Located deep in the woods of Thurston County, the campus is in a tranquil setting, and campus police aim to keep it that way.
But some students worry about what they've seen across the country, including the shooting at Virginia Tech University where a fellow student killed 32 and wounded 17.
Also of concern to students is last month's shooting at Sandy Hook Elementary School in Connecticut where 20 children and six adult staff members were killed.
"With all of the shootings that are happening all over the country, we are not immune to violence on this campus," said Omar, an Evergreen student.
Students worry their campus police don't have the firepower to fight back. Campus police have handguns, but not high-powered
rifles like the officers at other four-year state universities.

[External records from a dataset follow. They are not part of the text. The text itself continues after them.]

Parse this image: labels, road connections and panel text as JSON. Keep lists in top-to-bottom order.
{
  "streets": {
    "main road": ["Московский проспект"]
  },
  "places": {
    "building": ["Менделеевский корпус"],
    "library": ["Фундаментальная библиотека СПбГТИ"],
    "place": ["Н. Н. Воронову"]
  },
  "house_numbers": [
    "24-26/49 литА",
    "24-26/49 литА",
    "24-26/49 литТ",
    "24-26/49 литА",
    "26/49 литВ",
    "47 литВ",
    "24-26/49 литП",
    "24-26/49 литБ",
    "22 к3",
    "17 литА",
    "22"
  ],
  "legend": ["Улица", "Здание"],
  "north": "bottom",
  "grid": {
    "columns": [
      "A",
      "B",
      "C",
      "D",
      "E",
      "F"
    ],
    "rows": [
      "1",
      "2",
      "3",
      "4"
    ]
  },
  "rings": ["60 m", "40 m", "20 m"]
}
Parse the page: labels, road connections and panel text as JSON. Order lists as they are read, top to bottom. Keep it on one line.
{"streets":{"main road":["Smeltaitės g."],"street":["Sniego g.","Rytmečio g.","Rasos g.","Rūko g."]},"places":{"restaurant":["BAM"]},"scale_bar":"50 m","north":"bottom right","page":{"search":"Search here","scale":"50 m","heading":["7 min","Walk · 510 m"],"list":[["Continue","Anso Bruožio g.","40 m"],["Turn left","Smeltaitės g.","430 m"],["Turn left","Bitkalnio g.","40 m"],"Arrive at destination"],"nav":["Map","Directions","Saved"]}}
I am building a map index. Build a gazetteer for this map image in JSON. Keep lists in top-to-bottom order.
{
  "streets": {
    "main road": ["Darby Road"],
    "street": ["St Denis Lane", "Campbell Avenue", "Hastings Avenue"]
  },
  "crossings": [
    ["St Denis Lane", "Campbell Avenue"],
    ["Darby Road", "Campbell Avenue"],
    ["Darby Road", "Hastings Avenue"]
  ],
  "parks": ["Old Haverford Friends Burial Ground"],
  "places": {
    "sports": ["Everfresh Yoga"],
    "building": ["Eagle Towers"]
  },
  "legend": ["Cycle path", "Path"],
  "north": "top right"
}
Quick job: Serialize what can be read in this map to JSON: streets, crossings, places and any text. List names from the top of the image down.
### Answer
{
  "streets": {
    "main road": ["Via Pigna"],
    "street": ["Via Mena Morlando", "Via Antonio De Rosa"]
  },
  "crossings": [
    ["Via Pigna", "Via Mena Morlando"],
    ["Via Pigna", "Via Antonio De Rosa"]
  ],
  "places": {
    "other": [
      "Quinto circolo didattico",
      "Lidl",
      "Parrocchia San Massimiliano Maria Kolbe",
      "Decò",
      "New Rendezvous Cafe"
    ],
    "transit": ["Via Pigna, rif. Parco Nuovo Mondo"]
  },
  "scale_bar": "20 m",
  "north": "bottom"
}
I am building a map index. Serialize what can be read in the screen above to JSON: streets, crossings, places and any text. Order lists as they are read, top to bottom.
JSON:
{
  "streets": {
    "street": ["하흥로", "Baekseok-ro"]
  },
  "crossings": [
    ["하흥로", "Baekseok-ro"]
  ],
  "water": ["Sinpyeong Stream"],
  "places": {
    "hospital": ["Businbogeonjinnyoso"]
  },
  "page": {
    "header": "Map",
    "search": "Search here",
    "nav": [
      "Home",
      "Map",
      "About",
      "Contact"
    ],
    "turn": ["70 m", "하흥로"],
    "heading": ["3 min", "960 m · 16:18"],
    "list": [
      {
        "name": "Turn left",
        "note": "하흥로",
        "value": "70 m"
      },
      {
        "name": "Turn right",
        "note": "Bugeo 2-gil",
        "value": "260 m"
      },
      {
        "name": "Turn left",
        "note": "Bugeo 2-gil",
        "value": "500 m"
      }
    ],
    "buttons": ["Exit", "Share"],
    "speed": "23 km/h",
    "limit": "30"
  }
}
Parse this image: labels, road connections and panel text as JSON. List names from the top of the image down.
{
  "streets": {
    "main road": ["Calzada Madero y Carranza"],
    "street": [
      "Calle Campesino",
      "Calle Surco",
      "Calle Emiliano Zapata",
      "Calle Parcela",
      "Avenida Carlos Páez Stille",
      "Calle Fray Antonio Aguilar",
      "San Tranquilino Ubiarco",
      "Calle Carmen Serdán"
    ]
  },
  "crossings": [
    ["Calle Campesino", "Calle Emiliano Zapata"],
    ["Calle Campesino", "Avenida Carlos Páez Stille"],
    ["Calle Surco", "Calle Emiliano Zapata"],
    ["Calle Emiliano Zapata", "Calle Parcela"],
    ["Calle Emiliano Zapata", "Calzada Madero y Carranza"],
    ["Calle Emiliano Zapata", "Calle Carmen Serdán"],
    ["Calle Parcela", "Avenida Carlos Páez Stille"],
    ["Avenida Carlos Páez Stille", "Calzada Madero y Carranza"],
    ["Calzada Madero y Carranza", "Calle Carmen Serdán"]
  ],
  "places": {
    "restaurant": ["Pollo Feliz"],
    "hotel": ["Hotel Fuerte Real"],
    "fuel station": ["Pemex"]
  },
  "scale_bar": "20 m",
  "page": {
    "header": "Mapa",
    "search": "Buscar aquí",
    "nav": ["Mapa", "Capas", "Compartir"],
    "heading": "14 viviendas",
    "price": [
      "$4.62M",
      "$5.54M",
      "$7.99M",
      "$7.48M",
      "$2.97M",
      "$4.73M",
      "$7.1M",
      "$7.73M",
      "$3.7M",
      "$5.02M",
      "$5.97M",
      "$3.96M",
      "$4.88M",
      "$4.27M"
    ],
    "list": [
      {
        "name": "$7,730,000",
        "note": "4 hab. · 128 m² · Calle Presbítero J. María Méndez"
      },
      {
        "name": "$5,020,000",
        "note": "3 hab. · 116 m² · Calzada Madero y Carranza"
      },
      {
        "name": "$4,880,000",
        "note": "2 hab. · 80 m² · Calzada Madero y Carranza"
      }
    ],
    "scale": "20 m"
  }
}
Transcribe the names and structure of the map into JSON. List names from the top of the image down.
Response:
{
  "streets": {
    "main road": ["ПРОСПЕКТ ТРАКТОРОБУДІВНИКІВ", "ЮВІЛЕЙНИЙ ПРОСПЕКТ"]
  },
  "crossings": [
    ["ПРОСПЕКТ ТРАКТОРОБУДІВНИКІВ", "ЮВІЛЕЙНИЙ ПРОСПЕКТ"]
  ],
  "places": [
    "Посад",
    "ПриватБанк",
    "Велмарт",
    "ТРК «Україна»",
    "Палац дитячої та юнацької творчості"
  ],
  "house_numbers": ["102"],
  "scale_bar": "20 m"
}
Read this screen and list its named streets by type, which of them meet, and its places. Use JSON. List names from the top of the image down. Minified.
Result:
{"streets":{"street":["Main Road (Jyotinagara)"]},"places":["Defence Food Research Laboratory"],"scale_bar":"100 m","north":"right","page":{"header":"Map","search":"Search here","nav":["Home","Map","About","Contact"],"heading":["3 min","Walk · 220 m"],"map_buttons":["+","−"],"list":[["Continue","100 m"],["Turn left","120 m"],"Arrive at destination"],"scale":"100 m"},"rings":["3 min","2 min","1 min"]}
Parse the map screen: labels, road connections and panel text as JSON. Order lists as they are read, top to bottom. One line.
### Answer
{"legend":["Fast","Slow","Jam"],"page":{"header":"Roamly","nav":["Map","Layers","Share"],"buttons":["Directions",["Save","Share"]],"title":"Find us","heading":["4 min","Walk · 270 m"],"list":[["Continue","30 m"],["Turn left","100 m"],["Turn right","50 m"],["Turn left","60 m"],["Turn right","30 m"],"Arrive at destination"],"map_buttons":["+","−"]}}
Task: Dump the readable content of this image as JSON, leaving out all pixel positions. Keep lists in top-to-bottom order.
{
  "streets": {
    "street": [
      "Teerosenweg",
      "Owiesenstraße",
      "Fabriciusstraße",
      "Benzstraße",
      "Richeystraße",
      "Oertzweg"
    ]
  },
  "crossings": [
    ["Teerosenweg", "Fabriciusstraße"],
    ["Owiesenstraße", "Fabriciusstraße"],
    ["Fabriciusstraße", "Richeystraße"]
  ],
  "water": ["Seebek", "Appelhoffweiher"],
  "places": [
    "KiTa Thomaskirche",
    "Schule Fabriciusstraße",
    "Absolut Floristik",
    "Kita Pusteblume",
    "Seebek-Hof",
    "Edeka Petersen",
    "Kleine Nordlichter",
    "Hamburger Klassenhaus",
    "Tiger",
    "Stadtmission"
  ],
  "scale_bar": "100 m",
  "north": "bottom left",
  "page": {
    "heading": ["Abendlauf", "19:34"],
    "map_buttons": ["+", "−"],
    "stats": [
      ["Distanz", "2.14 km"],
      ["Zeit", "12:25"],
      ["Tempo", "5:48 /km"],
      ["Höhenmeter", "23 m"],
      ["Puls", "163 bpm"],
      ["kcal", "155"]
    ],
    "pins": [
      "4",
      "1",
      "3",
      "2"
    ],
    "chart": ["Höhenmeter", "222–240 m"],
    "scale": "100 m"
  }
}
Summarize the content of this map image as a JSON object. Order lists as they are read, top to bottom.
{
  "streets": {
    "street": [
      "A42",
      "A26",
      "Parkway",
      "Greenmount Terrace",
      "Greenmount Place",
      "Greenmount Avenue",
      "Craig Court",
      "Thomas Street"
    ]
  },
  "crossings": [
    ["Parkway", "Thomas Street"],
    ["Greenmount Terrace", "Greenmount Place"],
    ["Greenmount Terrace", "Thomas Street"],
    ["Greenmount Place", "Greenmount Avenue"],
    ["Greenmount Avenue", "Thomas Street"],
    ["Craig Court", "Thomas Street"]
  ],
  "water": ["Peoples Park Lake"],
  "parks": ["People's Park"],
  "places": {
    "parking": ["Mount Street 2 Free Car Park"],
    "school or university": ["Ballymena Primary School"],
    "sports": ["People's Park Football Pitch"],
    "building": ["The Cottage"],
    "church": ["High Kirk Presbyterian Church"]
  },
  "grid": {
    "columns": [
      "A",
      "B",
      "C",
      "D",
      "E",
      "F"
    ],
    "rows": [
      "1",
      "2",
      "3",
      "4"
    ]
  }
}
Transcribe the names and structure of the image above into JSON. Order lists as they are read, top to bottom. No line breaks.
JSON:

"So these officers, they have committed to responding to a situation like that, but they're not going to have the tools to effectively respond to it. So it's jeopardizing their lives," said student Robb Anthony.
But three years ago, college administrators made the decision to allow handguns but no high-powered rifles. They reasoned Thurston County Sheriff's Office would respond quickly with rifles if they are ever needed.
"The choices here were made to protect the public safety," said college spokesman Jason Wettstein. "As it stands now, we might re-open this issue, but it's highly unlikely. The administration has decided not to go with the rifle policies."
A group of students wants to force the issue with a petition drive. The students have formed a group called Police Awareness of Student Safety, or PASS.
"I was under the impression this was a totally gun-free zone, that the police didn't even have guns. And that violence really wasn't an issue here," said student Brian Hayes. "But now that I find out they have pistols, I wonder what's the problem with having rifles."
Along with the petition drive, the students want lawmakers to pass a legislation to put high-powered weapons into the hands of the campus police.